Under the clear West Virginia sky, a distinctive bird call rolled out across the landscape.
Bob … white!
It was a sound that hadn’t been heard in Logan County for close to 50 years — the song of a wild bobwhite quail. Now it’s being heard again.
Four months ago, state wildlife officials stocked 48 of the chunky little gamebirds on the Tomblin Wildlife Management Area near Holden. Logan Klingler, the area’s manager, said they’re still there.
“Last week, while I was working out near the [elk-release] pens, I heard four separate ones,” Klingler said. “Later, I [flushed] two that were dusting in the road. We know they’re around, but we don’t know how many.”
That uncertainty stems from a mistake Klingler and other biologists made when they fitted the birds with tiny electronic tracking collars.
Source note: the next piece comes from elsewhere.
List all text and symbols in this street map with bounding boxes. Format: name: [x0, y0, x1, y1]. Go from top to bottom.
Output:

“We hadn’t worked with these collars before,” Klingler said. “There’s a wire you’re supposed to crimp a certain way, and we put the wrong bend in it. A lot of the collars fell off.”
Thirty-five of the 48 birds received collars. Klingler said more than half of the devices dropped off almost immediately, and several more have dropped off since then.
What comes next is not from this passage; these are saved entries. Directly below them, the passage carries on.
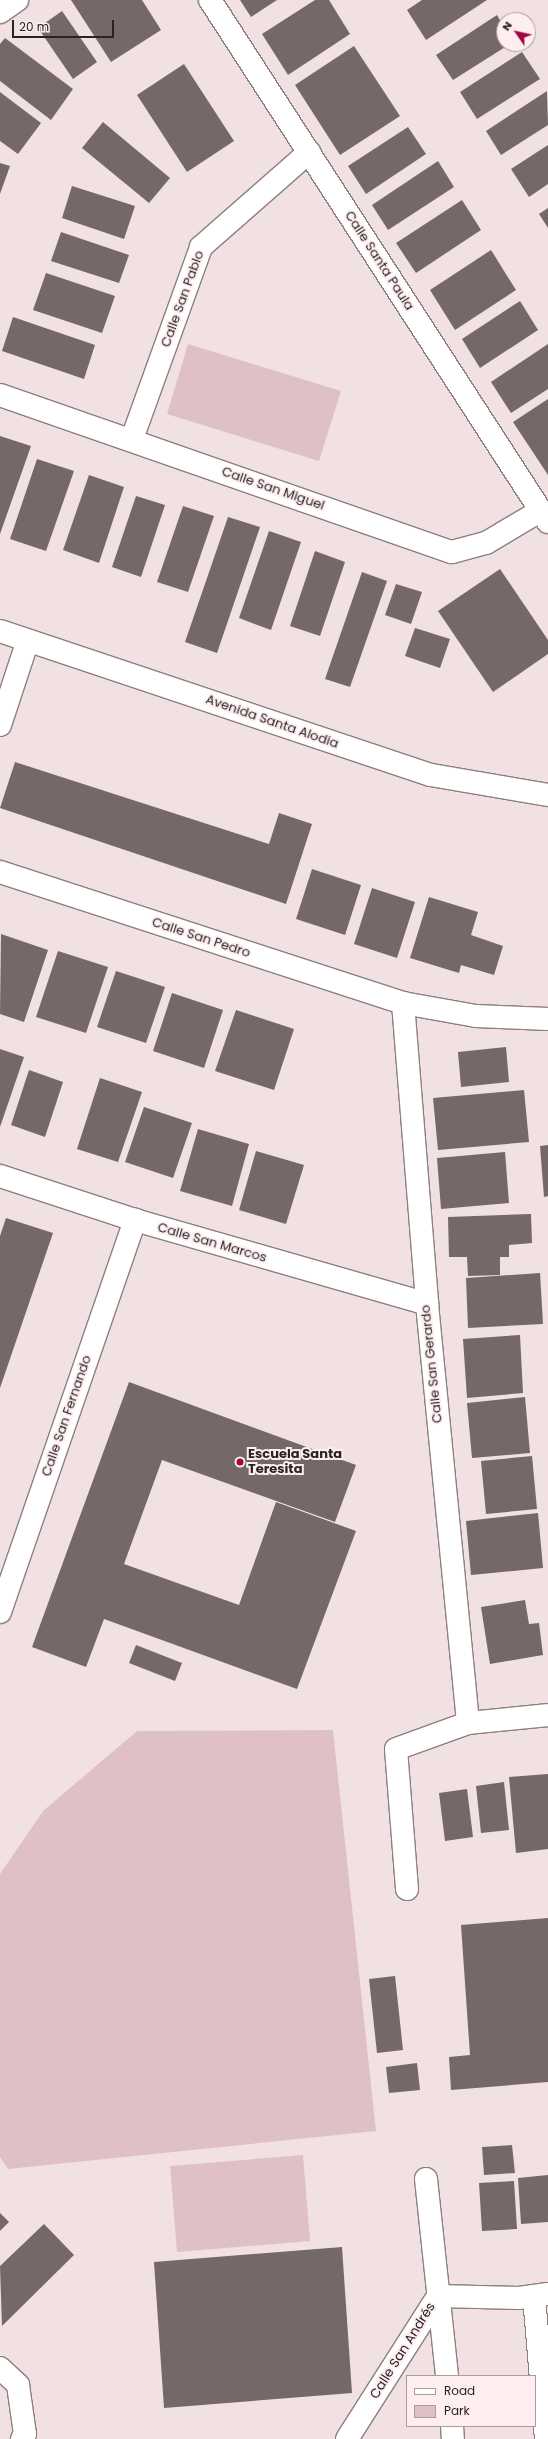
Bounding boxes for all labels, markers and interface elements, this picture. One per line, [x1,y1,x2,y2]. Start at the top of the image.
scale bar [14,12,116,38]
north arrow [496,12,536,52]
text: 20 m [19,18,49,35]
text: N [498,18,516,34]
street label: Calle Santa Paula [341,208,417,314]
street label: Calle San Pablo [158,249,208,349]
street label: Calle San Miguel [220,464,326,514]
street label: Avenida Santa Alodia [204,692,340,752]
street label: Calle San Pedro [150,915,252,961]
street label: Calle San Marcos [156,1220,268,1266]
street label: Calle San Gerardo [418,1304,446,1424]
street label: Calle San Fernando [39,1353,95,1479]
place label: Escuela Santa Teresita [248,1447,342,1478]
marker: Escuela Santa Teresita [235,1457,245,1467]
street label: Calle San Andrés [367,2300,439,2402]
legend [406,2375,536,2427]
text: Road [444,2382,475,2399]
text: Park [444,2402,470,2419]

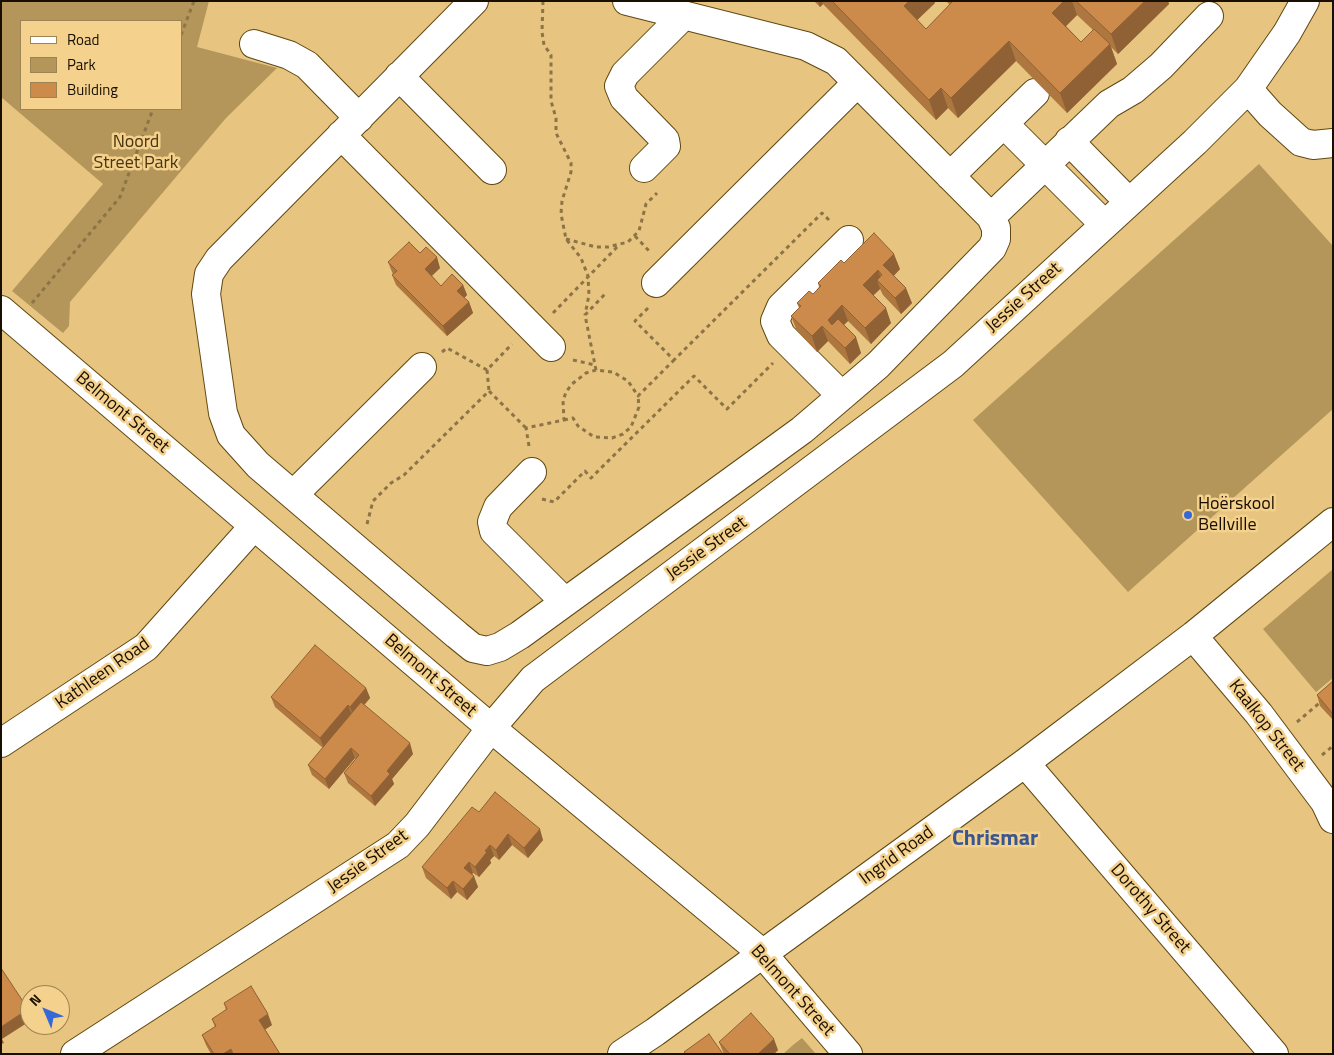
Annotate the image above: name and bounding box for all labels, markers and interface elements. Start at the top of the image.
legend [20,20,182,110]
text: Road [67,28,99,51]
text: Park [67,53,96,76]
text: Building [67,78,118,101]
park label: Noord Street Park [94,132,178,174]
street label: Jessie Street [982,258,1066,338]
street label: Belmont Street [71,368,173,458]
place label: Hoërskool Bellville [1198,494,1275,536]
marker: Hoërskool Bellville [1182,509,1194,521]
street label: Jessie Street [662,513,752,585]
street label: Belmont Street [379,630,481,722]
street label: Kathleen Road [52,634,154,714]
street label: Kaalkop Street [1224,676,1308,776]
street label: Ingrid Road [856,822,938,890]
street label: Jessie Street [323,826,413,898]
district label: Chrismar [952,827,1038,853]
street label: Dorothy Street [1105,860,1195,958]
street label: Belmont Street [745,941,839,1041]
north arrow [20,985,70,1035]
text: N [24,989,46,1011]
“The first morning I went out to track them, I picked up a mortality sensor,” he continued. “I marked that bird as dead. Then I picked up another mortality signal, and another, and another.”
As it turned out, all the signals were coming from the box the quail were released from.
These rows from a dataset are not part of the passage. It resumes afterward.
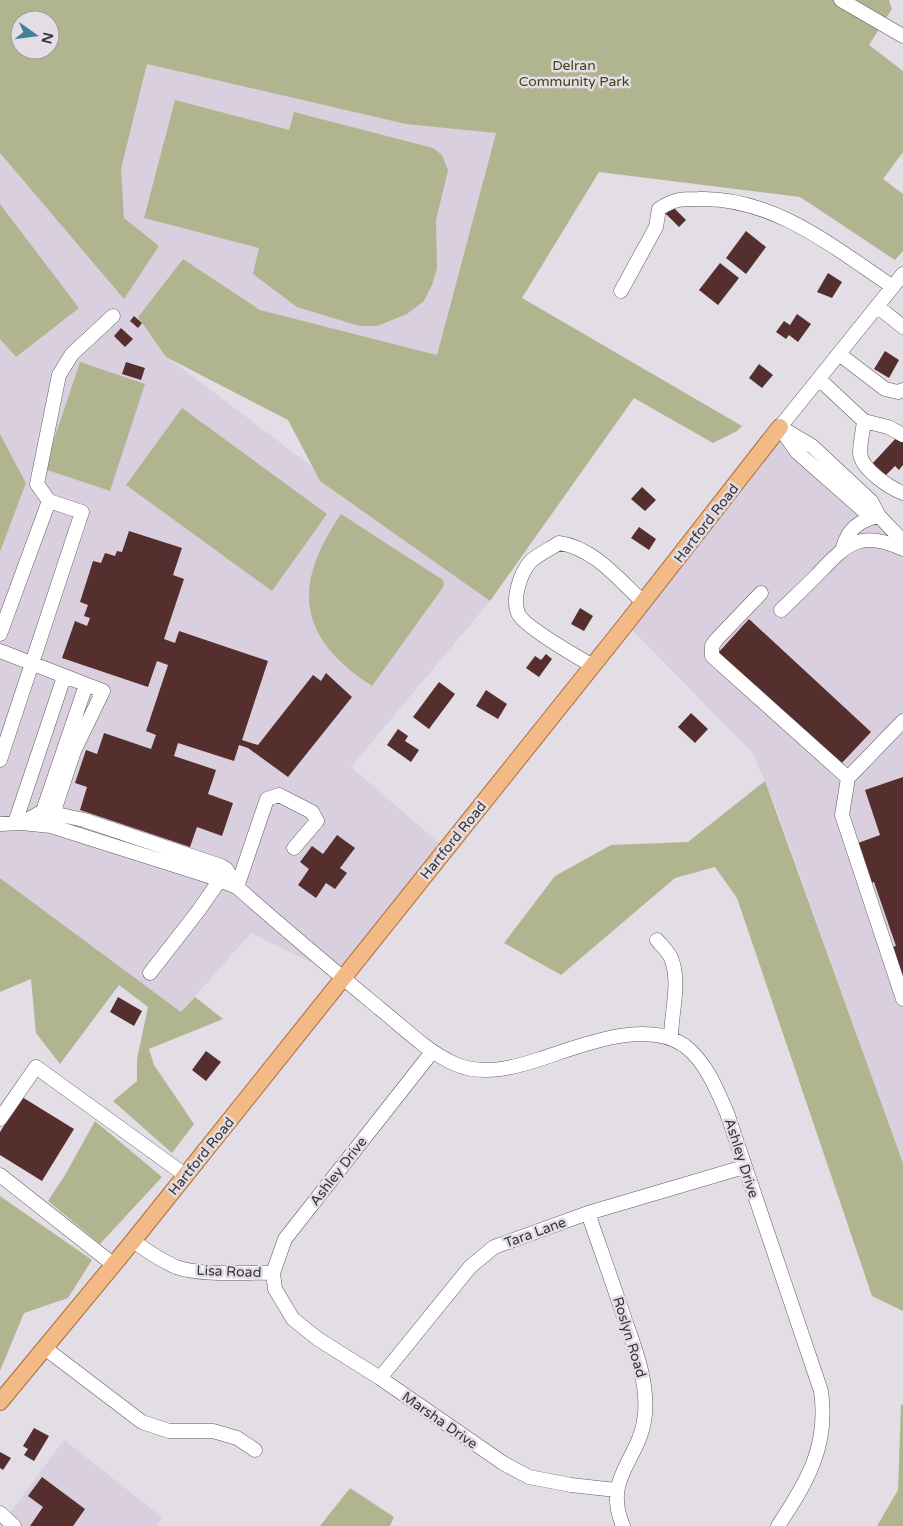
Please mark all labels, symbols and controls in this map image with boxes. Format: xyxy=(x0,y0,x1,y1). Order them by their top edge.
north arrow xyxy=(10,10,60,60)
text: N xyxy=(38,31,57,46)
park label: Delran Community Park xyxy=(519,57,630,90)
street label: Hartford Road xyxy=(670,480,742,566)
street label: Hartford Road xyxy=(417,798,490,883)
street label: Hartford Road xyxy=(165,1114,238,1199)
street label: Ashley Drive xyxy=(721,1116,762,1200)
street label: Ashley Drive xyxy=(306,1133,371,1209)
street label: Tara Lane xyxy=(502,1213,568,1251)
street label: Lisa Road xyxy=(196,1262,262,1281)
street label: Roslyn Road xyxy=(609,1295,650,1380)
street label: Marsha Drive xyxy=(399,1388,481,1453)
“We had a ‘soft release,’ where we put the quail in a box and then opened the box so they could leave whenever they wanted,” Klingler explained. “We looked in the box. The collars were there, but the quail weren’t.”
The loss of the collars will affect the amount of data biologists can collect, not only about the birds’ comings and goings, but also on the number killed by hawks, owls, bobcats, coyotes and other predators.
“We’ve had some predation already,” Klingler said. “We can usually tell what the predator was by the evidence they leave behind.